##### The records
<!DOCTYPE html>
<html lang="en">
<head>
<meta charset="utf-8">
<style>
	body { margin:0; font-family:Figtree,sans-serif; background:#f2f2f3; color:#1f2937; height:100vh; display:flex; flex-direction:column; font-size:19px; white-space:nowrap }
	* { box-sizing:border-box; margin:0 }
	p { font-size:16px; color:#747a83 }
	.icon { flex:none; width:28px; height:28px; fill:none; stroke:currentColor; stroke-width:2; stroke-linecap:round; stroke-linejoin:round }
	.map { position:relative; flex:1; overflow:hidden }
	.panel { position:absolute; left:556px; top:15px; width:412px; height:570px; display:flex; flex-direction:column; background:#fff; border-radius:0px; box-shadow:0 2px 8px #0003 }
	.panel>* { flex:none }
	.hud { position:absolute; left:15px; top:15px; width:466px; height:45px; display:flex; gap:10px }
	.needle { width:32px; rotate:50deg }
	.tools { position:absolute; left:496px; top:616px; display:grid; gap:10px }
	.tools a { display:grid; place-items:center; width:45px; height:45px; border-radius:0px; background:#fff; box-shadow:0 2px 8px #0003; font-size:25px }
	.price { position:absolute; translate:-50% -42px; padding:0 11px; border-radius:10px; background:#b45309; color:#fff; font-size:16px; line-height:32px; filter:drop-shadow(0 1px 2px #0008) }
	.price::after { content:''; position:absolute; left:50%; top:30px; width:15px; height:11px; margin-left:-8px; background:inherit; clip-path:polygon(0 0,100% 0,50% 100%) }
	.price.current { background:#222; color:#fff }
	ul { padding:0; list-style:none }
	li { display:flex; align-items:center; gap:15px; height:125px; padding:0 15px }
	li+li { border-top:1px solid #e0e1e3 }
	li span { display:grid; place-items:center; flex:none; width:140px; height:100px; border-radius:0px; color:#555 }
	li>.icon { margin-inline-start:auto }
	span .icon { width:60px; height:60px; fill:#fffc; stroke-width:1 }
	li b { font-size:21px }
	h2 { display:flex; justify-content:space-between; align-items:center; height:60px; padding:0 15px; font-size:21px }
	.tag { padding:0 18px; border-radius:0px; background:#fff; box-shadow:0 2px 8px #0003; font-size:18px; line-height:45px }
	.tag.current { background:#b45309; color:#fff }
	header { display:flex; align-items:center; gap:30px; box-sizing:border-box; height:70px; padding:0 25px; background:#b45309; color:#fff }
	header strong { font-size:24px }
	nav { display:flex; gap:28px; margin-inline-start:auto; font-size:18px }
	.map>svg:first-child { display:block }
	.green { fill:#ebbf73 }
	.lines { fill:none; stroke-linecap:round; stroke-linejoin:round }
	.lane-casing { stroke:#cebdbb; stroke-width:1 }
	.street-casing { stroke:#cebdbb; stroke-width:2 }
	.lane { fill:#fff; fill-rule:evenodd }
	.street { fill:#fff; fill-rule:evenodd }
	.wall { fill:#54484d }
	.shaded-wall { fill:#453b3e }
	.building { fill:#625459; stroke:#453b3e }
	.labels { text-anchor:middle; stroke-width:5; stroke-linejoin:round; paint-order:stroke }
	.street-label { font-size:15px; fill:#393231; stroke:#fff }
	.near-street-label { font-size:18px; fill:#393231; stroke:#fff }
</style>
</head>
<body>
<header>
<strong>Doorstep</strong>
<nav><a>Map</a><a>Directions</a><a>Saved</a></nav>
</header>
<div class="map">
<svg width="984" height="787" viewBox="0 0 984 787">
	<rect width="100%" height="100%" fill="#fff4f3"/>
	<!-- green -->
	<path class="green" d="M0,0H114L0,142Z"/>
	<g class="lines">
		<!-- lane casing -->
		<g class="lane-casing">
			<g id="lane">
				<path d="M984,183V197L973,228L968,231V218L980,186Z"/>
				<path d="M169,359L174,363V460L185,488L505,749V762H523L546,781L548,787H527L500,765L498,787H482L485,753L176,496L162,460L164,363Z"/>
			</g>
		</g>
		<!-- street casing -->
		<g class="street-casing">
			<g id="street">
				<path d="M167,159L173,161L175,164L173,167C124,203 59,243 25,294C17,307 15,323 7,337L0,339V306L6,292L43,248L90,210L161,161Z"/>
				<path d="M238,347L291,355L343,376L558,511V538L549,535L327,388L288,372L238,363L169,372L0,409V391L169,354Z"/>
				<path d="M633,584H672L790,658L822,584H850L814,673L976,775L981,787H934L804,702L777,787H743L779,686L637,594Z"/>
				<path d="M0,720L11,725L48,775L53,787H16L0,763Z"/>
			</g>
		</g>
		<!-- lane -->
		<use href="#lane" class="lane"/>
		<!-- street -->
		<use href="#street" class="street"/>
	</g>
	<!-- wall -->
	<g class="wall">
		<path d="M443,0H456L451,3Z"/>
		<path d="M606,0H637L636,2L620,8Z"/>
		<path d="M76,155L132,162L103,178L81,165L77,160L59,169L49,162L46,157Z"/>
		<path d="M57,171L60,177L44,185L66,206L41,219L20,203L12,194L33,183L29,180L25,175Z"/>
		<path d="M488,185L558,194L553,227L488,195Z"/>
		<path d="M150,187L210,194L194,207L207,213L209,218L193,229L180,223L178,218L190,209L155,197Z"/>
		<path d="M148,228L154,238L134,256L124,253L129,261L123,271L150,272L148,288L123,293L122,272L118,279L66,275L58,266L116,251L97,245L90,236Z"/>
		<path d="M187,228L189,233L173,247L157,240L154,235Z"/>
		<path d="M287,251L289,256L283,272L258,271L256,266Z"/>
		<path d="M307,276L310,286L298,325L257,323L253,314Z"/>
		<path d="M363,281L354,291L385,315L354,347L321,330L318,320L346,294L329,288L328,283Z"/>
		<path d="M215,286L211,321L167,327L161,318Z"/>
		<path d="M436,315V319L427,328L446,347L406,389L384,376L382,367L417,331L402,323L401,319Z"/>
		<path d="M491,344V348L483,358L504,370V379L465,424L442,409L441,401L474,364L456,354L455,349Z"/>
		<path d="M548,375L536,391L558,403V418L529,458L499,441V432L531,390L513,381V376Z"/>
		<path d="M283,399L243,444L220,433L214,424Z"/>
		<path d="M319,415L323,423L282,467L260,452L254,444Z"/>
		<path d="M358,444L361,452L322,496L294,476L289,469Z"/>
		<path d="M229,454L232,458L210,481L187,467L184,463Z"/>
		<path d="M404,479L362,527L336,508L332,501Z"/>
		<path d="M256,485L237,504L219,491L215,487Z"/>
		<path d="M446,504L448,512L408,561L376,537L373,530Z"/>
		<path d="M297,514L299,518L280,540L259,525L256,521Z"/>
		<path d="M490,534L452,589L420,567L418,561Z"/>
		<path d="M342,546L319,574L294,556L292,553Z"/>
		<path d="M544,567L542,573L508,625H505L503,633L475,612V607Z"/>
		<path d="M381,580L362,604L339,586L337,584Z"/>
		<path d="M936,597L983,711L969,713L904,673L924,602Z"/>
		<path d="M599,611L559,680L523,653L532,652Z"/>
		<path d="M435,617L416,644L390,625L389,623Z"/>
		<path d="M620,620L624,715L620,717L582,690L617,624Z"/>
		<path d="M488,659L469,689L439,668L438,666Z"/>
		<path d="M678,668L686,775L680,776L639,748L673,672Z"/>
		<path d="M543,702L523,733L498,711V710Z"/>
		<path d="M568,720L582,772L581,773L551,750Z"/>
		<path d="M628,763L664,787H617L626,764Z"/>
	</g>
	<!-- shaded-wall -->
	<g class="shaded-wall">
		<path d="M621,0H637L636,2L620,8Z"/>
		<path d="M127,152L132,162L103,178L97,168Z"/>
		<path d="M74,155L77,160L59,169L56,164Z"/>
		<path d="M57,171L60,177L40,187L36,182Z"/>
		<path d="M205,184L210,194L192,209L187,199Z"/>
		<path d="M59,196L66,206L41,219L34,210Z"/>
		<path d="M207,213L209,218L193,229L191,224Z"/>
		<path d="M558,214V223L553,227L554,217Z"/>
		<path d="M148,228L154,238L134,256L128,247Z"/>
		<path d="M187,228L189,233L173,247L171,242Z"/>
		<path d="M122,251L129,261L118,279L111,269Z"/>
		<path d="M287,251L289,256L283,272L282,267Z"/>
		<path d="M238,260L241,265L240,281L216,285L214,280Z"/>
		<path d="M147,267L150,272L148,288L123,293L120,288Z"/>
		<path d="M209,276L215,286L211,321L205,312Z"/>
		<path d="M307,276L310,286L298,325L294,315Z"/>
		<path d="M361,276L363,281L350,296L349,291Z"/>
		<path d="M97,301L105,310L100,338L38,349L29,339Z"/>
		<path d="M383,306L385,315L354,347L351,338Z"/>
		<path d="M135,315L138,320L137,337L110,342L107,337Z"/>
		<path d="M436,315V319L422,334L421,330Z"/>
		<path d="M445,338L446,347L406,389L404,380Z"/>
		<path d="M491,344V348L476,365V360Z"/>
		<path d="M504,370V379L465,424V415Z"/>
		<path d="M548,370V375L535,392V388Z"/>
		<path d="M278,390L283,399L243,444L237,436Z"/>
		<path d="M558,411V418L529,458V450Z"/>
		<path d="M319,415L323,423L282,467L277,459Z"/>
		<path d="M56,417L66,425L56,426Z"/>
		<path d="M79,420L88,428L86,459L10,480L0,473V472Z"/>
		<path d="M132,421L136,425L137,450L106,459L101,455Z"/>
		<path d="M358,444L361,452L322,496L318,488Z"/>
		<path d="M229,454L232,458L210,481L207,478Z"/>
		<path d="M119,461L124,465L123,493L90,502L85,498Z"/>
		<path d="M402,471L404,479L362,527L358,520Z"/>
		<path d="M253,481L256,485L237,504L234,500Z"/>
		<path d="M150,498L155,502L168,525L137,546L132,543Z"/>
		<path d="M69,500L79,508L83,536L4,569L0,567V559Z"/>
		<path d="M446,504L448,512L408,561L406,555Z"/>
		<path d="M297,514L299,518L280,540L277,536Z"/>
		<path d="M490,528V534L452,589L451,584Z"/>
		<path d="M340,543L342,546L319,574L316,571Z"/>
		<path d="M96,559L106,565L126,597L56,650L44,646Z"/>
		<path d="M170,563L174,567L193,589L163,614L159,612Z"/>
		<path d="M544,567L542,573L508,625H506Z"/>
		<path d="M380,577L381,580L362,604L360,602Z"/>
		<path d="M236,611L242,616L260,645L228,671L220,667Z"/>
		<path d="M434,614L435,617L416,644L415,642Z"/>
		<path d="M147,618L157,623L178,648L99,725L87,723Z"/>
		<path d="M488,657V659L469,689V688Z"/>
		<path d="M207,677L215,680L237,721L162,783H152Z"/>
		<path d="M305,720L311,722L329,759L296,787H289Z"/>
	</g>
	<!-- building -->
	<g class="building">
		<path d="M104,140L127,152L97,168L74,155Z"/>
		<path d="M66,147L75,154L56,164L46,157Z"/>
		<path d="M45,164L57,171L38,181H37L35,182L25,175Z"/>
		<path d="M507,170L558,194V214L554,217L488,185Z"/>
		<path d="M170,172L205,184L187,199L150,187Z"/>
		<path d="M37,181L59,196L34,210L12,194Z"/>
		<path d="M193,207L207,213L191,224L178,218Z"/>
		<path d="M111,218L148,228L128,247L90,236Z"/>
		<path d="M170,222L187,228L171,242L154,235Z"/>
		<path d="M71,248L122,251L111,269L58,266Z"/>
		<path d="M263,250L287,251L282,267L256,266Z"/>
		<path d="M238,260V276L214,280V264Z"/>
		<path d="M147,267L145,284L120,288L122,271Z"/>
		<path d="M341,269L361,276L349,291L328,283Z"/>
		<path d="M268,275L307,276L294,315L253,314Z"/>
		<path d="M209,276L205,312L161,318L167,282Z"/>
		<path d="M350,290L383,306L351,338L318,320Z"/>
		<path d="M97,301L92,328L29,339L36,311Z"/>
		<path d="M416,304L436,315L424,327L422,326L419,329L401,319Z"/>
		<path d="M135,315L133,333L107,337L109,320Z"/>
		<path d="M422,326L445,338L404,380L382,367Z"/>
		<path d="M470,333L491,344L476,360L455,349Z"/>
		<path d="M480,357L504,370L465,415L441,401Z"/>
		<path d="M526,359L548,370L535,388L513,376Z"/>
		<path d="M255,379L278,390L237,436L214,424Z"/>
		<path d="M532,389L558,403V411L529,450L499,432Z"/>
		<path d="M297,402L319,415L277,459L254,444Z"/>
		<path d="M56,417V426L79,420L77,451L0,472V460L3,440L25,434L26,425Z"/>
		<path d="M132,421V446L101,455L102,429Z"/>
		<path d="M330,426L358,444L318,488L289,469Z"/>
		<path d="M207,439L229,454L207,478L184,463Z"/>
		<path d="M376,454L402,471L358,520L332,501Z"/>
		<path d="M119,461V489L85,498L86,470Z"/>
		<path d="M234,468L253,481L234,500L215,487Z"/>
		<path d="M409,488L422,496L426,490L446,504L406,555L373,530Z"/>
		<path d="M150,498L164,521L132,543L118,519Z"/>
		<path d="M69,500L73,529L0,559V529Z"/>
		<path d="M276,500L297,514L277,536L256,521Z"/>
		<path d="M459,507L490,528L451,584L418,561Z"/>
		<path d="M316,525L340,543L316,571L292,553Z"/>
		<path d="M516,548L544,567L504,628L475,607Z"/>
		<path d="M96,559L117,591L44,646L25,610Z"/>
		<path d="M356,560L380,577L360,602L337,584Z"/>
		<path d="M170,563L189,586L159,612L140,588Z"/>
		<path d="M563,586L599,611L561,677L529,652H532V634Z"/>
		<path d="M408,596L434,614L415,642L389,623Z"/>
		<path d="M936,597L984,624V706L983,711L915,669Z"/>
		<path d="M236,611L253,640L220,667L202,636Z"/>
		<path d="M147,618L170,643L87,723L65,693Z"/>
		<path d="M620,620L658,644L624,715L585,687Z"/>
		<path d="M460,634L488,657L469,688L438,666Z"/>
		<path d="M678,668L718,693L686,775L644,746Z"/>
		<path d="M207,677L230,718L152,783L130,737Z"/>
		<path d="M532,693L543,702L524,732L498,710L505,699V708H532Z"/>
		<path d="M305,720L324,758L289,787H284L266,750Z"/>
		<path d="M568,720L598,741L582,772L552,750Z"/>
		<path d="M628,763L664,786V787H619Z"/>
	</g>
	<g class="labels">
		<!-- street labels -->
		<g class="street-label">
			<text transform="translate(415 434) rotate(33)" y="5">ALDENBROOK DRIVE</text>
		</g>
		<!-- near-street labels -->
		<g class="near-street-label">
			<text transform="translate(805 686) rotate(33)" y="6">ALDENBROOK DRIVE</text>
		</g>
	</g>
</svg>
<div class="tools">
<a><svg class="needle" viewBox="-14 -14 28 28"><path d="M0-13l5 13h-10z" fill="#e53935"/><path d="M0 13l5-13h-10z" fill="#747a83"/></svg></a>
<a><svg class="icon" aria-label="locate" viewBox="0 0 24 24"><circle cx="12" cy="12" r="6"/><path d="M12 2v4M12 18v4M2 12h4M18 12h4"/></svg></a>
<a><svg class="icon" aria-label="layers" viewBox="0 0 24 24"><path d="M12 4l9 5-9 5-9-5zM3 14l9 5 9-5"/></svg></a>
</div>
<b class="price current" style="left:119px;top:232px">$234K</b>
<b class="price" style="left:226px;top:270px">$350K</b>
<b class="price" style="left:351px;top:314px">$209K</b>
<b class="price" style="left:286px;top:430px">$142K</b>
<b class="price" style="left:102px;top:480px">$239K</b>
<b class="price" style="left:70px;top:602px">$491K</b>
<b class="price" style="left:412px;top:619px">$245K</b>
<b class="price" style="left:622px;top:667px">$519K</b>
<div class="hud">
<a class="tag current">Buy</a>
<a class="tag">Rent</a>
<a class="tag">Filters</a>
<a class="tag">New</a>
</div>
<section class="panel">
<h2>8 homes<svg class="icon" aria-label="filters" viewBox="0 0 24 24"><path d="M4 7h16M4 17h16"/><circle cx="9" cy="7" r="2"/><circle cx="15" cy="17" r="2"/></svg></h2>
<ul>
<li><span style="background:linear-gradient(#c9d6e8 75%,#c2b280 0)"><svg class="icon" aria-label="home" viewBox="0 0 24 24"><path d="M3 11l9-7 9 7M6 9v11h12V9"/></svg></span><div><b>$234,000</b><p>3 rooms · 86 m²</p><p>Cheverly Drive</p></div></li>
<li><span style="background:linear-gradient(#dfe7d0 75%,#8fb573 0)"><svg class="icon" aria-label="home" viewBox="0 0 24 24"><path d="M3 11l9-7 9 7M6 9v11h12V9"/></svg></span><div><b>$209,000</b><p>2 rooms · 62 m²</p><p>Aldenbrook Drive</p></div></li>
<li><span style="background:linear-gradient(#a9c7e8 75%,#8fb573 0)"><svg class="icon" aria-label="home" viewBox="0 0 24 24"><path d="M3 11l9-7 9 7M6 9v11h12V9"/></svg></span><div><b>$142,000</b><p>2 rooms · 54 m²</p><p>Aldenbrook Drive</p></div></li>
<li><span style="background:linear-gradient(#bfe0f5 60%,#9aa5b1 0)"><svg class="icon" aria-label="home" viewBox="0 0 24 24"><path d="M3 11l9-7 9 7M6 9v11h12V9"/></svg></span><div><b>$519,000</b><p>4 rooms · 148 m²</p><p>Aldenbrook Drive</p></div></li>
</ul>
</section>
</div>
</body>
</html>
##########
◆ **What is being asked**:
Each line of the entries that contains the word "tools" should be listed.

◆ **Solution**:
	.tools { position:absolute; left:496px; top:616px; display:grid; gap:10px }
	.tools a { display:grid; place-items:center; width:45px; height:45px; border-radius:0px; background:#fff; box-shadow:0 2px 8px #0003; font-size:25px }
<div class="tools">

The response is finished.